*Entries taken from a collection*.
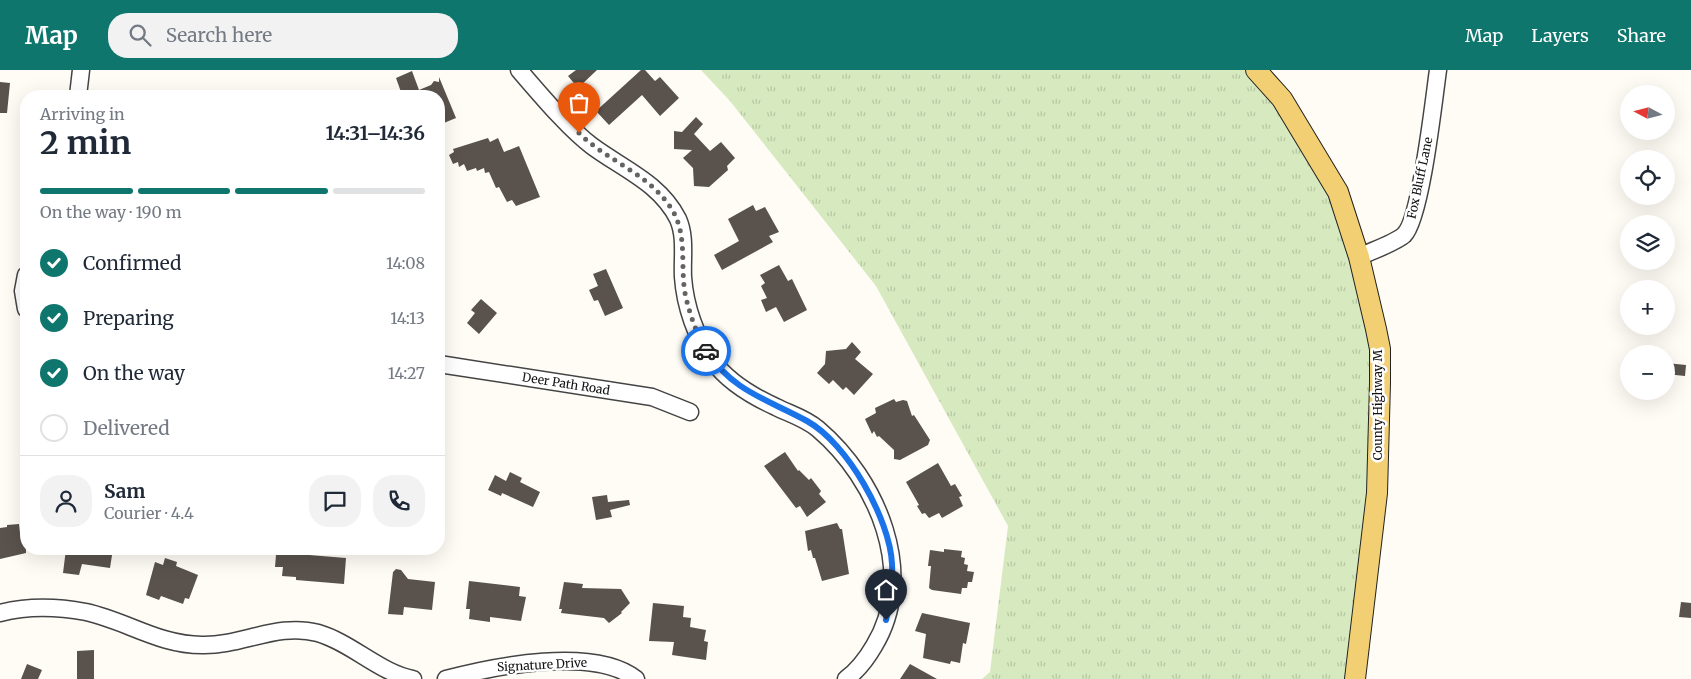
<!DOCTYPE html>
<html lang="en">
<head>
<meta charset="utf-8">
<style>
  :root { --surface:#fff; --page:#f2f2f3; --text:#1f2937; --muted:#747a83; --line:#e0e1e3; --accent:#0f766e }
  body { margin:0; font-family:Merriweather,serif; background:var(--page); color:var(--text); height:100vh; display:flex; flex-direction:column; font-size:19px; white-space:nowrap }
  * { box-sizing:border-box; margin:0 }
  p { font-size:16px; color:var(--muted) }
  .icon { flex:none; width:28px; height:28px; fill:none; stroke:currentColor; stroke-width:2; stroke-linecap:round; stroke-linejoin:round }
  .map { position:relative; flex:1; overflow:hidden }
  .details { position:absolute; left:20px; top:20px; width:425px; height:465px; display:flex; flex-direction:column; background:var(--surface); border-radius:20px; box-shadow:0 5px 20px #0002 }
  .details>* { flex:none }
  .needle { width:32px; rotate:277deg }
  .tools { position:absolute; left:1620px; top:15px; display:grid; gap:10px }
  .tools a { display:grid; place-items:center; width:55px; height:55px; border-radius:50%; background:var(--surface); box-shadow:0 5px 20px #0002; font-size:25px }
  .pin { position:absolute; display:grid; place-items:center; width:42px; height:42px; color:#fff; margin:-51px -21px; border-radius:50% 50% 50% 0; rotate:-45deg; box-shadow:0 0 5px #0007 }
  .pin .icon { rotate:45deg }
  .courier { position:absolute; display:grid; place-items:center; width:50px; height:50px; margin:-25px; border:4px solid #1a73e8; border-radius:50%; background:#fff; color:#222; box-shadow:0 1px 6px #0007 }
  .head em { font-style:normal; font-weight:700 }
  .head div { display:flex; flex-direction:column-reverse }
  .head { display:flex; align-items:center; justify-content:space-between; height:85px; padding:0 20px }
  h1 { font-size:32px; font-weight:700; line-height:38px }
  .bar { display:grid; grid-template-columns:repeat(4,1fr); gap:8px 5px; align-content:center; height:60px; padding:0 20px }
  .bar i { height:6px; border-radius:4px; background:var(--line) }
  .bar .on { background:var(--accent) }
  .bar p { grid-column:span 4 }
  .line { display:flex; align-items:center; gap:12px; padding:0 20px; border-top:1px solid var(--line) }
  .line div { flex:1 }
  .round { display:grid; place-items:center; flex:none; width:52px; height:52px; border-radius:20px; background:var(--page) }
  ol { padding:0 20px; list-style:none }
  li { display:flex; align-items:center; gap:15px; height:55px }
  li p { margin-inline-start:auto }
  li .icon { padding:5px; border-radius:50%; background:var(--accent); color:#fff; stroke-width:4 }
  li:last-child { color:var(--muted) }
  li i { width:28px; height:28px; border:2px solid var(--line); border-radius:50% }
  header { display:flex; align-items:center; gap:30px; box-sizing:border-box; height:70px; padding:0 25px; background:var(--accent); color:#fff }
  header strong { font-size:24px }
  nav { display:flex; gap:28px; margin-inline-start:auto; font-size:18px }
  .search { width:350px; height:45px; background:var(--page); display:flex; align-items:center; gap:12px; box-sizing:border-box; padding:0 18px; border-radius:20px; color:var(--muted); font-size:19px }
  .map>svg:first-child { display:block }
  .grass { fill:url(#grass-tufts) }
  .building { fill:#59524d }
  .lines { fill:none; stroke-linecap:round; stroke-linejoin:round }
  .minor-casing { stroke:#444; stroke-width:19 }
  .major-casing { stroke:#222; stroke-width:22 }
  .minor { stroke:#fff; stroke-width:16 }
  .major { stroke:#f2cf72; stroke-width:20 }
  .done { stroke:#646361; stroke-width:5; stroke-dasharray:0 9 }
  .route { stroke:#1a73e8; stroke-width:6 }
  .labels { text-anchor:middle; stroke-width:5; stroke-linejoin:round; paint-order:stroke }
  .street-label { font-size:12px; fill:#111; stroke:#fff }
</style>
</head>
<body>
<header>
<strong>Map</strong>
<div class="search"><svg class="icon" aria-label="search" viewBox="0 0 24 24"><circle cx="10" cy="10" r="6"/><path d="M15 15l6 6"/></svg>Search here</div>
<nav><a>Map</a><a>Layers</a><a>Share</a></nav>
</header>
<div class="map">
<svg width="1691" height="609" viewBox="0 0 1691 609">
  <defs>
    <pattern id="grass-tufts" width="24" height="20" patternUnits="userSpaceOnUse" patternTransform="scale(1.25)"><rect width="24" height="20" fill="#d6e9bf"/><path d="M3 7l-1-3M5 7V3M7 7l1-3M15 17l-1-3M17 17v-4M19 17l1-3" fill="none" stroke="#b7c7a3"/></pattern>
  </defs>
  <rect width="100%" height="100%" fill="#fefcf5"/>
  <!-- grass -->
  <path class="grass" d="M701,0H1256L1338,122L1380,279L1355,609H982L990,602L1008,456L876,216L730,31Z"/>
  <!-- building -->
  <path class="building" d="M576,0H597L578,18L568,6Z
    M641,0H645L655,11L660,7L679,28L660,46L642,25L609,55L596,41Z
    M412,1L419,20L431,15L434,11L439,12V7L456,48L439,55V26H405L407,25L405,20L401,22L396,8Z
    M0,12L10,13L7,43H0Z
    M696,47L703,54L694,64L710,81L721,72L735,88L727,96L728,100L709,117L694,116L693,98L683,88L692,80L674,79V61L682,62Z
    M488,68L490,72L498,68L504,82L519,76L540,127L516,136L512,130L507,132L499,117L496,118L489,102L485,103L484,98L477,101L476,98L467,101L464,94L459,97L458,92L453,94L449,85L454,82L453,79Z
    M753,135L756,141L765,137L779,162L769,166L773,172L722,200L714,185L739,171L728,149Z
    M779,195L788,211L792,209L807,240L784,252L776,237L766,242L761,230L767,228L761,216L765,213L760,205Z
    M606,199L623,238L605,246L598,230L594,231L589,220L598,216L593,204Z
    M481,229L497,243L479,264L467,253L475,243L471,240Z
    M852,272L861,282L855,289L873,304L854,325L846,317L843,320L833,310L829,314L817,303L825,294L826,281L846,279Z
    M1666,293L1686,295L1685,306L1666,304Z
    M894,329L896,332L903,330L907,331L912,346L914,345L930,370L928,375L900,390L894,389V380L879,366L877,367L874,361L872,364L865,349L876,343L875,338Z
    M785,382L798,401L799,400L809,410L811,408L821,421L819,424L826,432L807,447L800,436L796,438L764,396Z
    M938,393L951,416L955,414L962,426L959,427L963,436L942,448L939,443L929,448L925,443L922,444L917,436L919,435L906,412Z
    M510,402L522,408L520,412L540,422L533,437L502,423L501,426L488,420L495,405L506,411Z
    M607,425L608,432L629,430L630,435L610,440L612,447L596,450L592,427Z
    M837,453L840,459H842L849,504L822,511L815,488H813L811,480L808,481L805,461Z
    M19,454L20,463H26V483L0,489V458L7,457V455Z
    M66,479H113L110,498L82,494L79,505L63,503Z
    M285,479L305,481L309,485L346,488L344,514L296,510V507L282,506L283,497H275L276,485H285Z
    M944,479L962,481L961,487L965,488L964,494L968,495L967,501L974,502L972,512H968L967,518H962L961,524L932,520L929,518L931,496H928L930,480L944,482Z
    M165,488L177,492L176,496L198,505L189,529L185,528L183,534L161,526L159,530L146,525L155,492L163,495Z
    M396,499L401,500L408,509L435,512L432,540L404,537L403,545L388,544L393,502Z
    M469,511L520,517L519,526L526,527L521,551L490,547V552L469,549L470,539H466Z
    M564,512L583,514L582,518L621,519L630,533L621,542L622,543L609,553L604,548L561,543L562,539H559Z
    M1681,532L1691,533V548L1679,547Z
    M653,533L684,536L683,547L691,548L690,557L706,560L704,571L708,572L706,590L672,585L674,572L649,571Z
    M922,543L970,553L966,574L963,573L960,593L951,591L950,594L923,588L926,564L915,561Z
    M94,580V609H77V581Z
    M27,594L42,600L38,609H21Z
    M910,594L937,609H900Z"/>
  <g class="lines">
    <!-- minor casing -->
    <g class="minor-casing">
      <path id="minor" d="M519,0C539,23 569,59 592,76C623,99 660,113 678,149C686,167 682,188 683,207C685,236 696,268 713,291C728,312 754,327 776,337C790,344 805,348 818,359C877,409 918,504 874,576C867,588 857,601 846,609
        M78,26L81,0
        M1359,187C1371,181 1395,173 1404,165C1421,149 1434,28 1438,0
        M26,205L23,221L26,239
        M439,294L652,327L690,342
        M0,543C27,536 59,537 86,542C127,551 159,575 202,575C242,576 278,552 318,563C352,573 380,603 413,609
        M446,609C495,596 594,576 636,609"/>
    </g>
    <!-- major casing -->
    <g class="major-casing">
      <path id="major" d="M1256,0L1282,29L1338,122L1359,187L1376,259L1380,279V313L1377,423L1355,609"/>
    </g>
    <!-- minor -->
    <use href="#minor" class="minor"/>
    <!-- major -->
    <use href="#major" class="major"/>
  </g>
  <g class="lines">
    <!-- done -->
    <path class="done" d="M579,63C607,91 648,103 671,138C688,164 680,194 685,223C689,243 697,264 706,281"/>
    <!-- route -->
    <path class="route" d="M706,281C734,322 767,329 807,351C847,373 890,449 892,494C893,513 890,532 886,550"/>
  </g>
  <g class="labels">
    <!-- street labels -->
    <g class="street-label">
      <text transform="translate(1420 108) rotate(-78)" y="4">Fox Bluff Lane</text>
      <text transform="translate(566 314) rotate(9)" y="4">Deer Path Road</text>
      <text transform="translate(1378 335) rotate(-90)" y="4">County Highway M</text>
      <text transform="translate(542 595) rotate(-3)" y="4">Signature Drive</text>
    </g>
  </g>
</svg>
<div class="tools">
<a><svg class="needle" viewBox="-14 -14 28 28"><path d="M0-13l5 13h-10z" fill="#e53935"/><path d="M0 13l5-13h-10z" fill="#747a83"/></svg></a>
<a><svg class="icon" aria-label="locate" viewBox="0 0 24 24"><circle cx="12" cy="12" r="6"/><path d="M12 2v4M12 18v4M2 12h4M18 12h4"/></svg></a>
<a><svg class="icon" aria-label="layers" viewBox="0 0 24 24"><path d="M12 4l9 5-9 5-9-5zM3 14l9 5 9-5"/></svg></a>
<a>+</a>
<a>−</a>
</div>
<div class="pin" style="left:579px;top:63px;background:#ea580c"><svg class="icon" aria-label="bag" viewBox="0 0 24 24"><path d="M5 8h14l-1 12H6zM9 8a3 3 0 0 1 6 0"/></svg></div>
<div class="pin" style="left:886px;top:550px;background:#1f2937"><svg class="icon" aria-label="home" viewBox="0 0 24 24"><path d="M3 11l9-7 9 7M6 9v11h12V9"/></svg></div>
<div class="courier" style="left:706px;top:281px"><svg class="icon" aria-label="car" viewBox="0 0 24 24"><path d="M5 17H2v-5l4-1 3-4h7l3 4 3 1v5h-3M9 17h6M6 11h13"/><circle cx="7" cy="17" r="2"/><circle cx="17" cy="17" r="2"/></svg></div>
<section class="details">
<div class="head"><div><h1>2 min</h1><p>Arriving in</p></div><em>14:31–14:36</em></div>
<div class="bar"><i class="on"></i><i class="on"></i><i class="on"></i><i></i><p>On the way · 190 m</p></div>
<ol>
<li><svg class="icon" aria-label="check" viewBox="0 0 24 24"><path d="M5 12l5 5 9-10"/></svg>Confirmed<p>14:08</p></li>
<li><svg class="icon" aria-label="check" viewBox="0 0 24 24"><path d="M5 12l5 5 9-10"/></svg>Preparing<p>14:13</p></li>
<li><svg class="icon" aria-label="check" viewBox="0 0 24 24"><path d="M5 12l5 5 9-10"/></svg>On the way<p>14:27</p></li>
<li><i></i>Delivered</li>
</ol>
<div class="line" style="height:90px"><a class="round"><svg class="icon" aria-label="person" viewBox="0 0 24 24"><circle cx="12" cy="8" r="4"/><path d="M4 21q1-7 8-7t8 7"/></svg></a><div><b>Sam</b><p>Courier · 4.4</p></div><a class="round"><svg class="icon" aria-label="chat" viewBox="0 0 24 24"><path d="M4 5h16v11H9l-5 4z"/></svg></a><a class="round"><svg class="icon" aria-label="phone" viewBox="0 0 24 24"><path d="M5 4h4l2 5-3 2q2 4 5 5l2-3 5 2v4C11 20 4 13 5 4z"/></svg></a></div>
</section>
</div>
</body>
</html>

*About this exercise*. Only lines containing the word "check" should appear in the answer, and every such line from the records above must be there.

*Response*.
<li><svg class="icon" aria-label="check" viewBox="0 0 24 24"><path d="M5 12l5 5 9-10"/></svg>Confirmed<p>14:08</p></li>
<li><svg class="icon" aria-label="check" viewBox="0 0 24 24"><path d="M5 12l5 5 9-10"/></svg>Preparing<p>14:13</p></li>
<li><svg class="icon" aria-label="check" viewBox="0 0 24 24"><path d="M5 12l5 5 9-10"/></svg>On the way<p>14:27</p></li>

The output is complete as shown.